Una vez logrado este último punto, debemos avanzar sobre las responsabilidades de los grandes medios y las redes sociales que operan como canales de propagación. Porque en la práctica, las primeras funcionan como una extensión virtual del debate público en la que se replican gran parte de los abusos del mundo físico. Y los medios de comunicación no deben funcionar como meras correas de transmisión.
Hay una responsabilidad que, en ambos casos, como actores que forman parte del sistema, deben asumir para minimizar el llamado “chilling effect” (efecto intimidatorio) que provoca el disciplinamiento, la inhibición y la autocensura/censura indirecta de los colectivos o personas agredidas, y que hasta amerita una perspectiva interseccional para calibrar el grado total de daño.
Una encuesta global encargada por Amnistía Internacional en el marco de su campaña “Toxic Twitter” mostró que el 40% de las mujeres que usan sus redes sociales más de una vez al día sufren abusos frente al 13% de quienes la usan menos de una vez a la semana. Si eso se cruza con otro estudio de ONU Mujeres realizado en Argentina el año pasado, que revela que el 80% de las mujeres con voz pública entrevistadas dejó de opinar sobre determinados temas a raíz de las agresiones online, el 40% se autocensuró y un tercio cambió de puesto laboral, el perjuicio generado queda a la vista.

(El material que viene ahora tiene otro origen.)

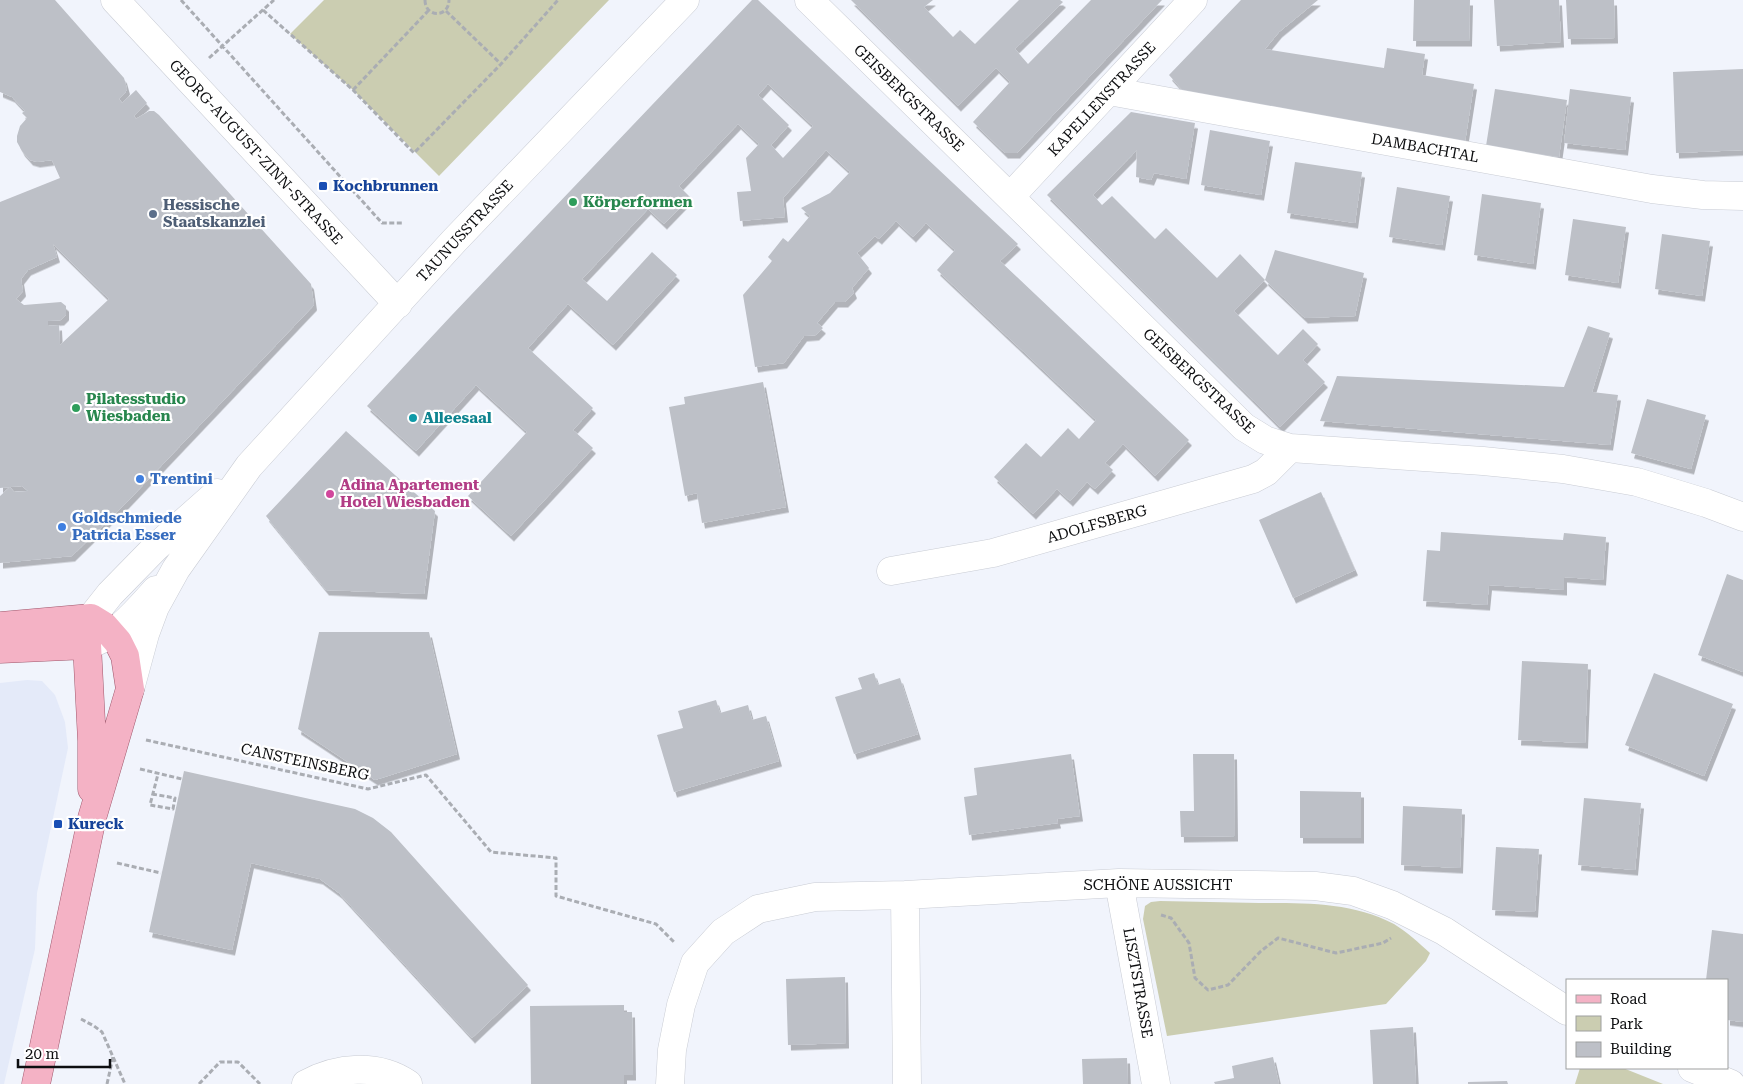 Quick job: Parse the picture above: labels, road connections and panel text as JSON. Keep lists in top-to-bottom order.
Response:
{
  "streets": {
    "street": [
      "GEISBERGSTRASSE",
      "KAPELLENSTRASSE",
      "DAMBACHTAL",
      "GEORG-AUGUST-ZINN-STRASSE",
      "TAUNUSSTRASSE",
      "ADOLFSBERG",
      "SCHÖNE AUSSICHT",
      "LISZTSTRASSE"
    ],
    "path": ["CANSTEINSBERG"]
  },
  "crossings": [
    ["GEISBERGSTRASSE", "KAPELLENSTRASSE"],
    ["GEISBERGSTRASSE", "ADOLFSBERG"],
    ["KAPELLENSTRASSE", "DAMBACHTAL"],
    ["GEORG-AUGUST-ZINN-STRASSE", "TAUNUSSTRASSE"],
    ["CANSTEINSBERG", "SCHÖNE AUSSICHT"],
    ["SCHÖNE AUSSICHT", "LISZTSTRASSE"]
  ],
  "places": {
    "transit": ["Kochbrunnen", "Kureck"],
    "other": [
      "Körperformen",
      "Hessische Staatskanzlei",
      "Pilatesstudio Wiesbaden",
      "Alleesaal",
      "Trentini",
      "Adina Apartement Hotel Wiesbaden",
      "Goldschmiede Patricia Esser"
    ]
  },
  "legend": ["Road", "Park", "Building"],
  "scale_bar": "20 m"
}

Desde Amnistía Internacional consideramos fundamental la necesidad de construir políticas públicas y leyes que se ocupen de regular los discursos de odio, incluyendo la implementación de educación en derechos humanos y, específicamente, de educación sexual integral (ESI), en tanto juegan un rol clave para prevenir y combatir aquellas ponencias que incitan a la violencia y al odio por motivos de género, y brindan herramientas para desarrollar miradas críticas.
De igual modo, las redes sociales deben garantizar un procedimiento de denuncia sólido y moderar los contenidos con criterio humano, transparente, capacitado y con conocimiento del contexto. Mientras que los medios deben asumir un rol activo en la lucha contra la discriminación, sesgos y estereotipos de todo tipo, fomentando narrativas que valoren la diversidad y garantizando los espacios para que se conozca su voz.
Caso contrario, lo que veremos será una paulatina degradación de nuestra democracia de la mano de la inevitable disolución de la pluralidad.